The electrically conductive layer can extend over the entire surface of the substrate. However, alternatively, the electrically conductive layer can extend over only a part of the surface of the substrate. The electrically conductive layer preferably extends over at least 50%, particularly preferably over at least 70%, and most particularly preferably over at least 90% of the interior-side surface of the substrate. The electrically conductive layer can have one or a plurality of uncoated zones. These zones can be transparent to electromagnetic radiation and are known, for example, as a data transmission windows or communication windows.
In an advantageous embodiment of a pane according to the invention as a composite pane, the interior-side surface of the substrate has a circumferential edge region with a width from 2 mm to 50 mm, preferably from 5 mm to 20 mm, which is not provided with the electrically conductive layer. The electrically conductive layer in this case has no contact with the atmosphere and is advantageously protected in the interior of the pane by the thermoplastic intermediate layer against damage and corrosion.

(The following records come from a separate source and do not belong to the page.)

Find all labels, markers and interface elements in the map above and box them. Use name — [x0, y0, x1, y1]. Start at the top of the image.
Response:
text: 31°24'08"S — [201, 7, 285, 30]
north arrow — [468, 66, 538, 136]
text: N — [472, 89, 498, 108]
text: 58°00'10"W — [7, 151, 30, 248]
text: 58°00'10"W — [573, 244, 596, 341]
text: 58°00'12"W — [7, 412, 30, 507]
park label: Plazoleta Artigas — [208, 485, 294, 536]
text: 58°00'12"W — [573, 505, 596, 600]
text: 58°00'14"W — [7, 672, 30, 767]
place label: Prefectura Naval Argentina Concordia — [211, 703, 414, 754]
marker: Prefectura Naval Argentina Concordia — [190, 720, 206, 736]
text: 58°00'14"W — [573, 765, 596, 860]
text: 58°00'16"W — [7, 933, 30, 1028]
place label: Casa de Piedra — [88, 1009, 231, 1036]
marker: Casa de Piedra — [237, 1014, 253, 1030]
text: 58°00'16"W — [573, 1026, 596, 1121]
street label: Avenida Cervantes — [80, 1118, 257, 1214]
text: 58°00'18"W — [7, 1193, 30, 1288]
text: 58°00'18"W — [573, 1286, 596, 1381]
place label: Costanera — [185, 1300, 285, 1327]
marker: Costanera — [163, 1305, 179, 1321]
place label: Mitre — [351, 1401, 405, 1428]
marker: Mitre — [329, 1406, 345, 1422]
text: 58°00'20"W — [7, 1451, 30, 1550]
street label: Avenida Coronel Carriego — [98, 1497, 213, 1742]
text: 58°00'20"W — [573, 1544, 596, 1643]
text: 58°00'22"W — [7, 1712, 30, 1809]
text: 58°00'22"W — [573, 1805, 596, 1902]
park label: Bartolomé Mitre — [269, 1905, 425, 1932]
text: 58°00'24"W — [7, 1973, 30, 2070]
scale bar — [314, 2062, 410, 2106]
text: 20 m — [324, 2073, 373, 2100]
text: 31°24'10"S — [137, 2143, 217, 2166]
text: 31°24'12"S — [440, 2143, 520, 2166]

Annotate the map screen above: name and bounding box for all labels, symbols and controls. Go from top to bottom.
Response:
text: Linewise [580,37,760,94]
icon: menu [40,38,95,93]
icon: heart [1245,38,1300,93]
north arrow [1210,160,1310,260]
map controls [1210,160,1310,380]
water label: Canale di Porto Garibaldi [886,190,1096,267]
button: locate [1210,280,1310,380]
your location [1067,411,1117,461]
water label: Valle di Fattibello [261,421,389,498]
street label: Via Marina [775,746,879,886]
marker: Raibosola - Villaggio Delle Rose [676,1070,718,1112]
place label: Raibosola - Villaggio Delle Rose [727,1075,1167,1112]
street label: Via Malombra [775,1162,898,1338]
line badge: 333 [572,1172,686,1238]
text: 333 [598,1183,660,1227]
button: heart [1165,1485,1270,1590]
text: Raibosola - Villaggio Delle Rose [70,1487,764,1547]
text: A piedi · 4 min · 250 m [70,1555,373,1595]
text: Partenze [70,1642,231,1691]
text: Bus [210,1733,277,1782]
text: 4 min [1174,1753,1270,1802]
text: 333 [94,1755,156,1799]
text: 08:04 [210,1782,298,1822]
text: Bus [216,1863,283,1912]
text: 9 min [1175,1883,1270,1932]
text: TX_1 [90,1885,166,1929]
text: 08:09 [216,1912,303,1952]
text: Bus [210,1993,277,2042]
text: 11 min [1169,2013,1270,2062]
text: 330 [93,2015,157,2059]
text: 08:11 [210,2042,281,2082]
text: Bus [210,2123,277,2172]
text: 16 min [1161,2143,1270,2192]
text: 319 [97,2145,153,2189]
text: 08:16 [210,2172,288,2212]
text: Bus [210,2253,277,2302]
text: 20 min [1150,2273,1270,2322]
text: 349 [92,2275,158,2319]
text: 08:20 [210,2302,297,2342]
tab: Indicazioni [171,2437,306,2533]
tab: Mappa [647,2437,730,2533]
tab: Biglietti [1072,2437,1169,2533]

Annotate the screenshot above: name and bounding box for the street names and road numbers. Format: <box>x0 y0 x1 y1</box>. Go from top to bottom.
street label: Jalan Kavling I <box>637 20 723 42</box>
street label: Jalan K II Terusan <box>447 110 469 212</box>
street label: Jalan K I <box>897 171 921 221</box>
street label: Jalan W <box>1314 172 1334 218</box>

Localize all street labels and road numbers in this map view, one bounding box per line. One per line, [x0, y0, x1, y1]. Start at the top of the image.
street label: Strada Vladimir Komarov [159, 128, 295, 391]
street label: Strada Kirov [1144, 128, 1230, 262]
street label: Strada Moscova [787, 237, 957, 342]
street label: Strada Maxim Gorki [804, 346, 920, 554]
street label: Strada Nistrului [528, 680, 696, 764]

The heating zone has at least two busbars intended for connecting to a voltage source and is connected to them such that, between the busbars, a current path for a heating current is formed and, in particular, a heating current flows when a voltage is applied.
The busbars are preferably arranged along the lateral edge of the electrically conductive layer. The length of the busbar is typically substantially equal to the length of the lateral edge of the electrically conductive layer; however, it can also be slightly larger or smaller. Even more than two busbars can be arranged on the electrically conductive layer, preferably in the edge region along two opposing lateral edges of the electrically conductive layer. Even more than two busbars can be arranged on the electrically conductive layer, for example, in order to form two or more uncoated heating zones in one layer or when the busbar is interrupted or displaced by one or a plurality of uncoated zones such as communication windows. The teaching according to the invention then applies to at least one and preferably to each of the independent heating zones.
In an advantageous embodiment, the busbar according to the invention is implemented as a printed and fired conductive structure. The printed busbar preferably contains at least one metal, one metal alloy, one metal compound, and/or carbon, particularly preferably one noble metal and, in particular, silver. The printing paste preferably contains metallic particles, metal particles, and/or carbon and, in particular noble metal particles such as silver particles. The electrical conductivity is preferably achieved by means of the electrically conductive particles. The particles can be situated in an organic and/or inorganic matrix such as pastes or inks, preferably as printing paste with glass frits.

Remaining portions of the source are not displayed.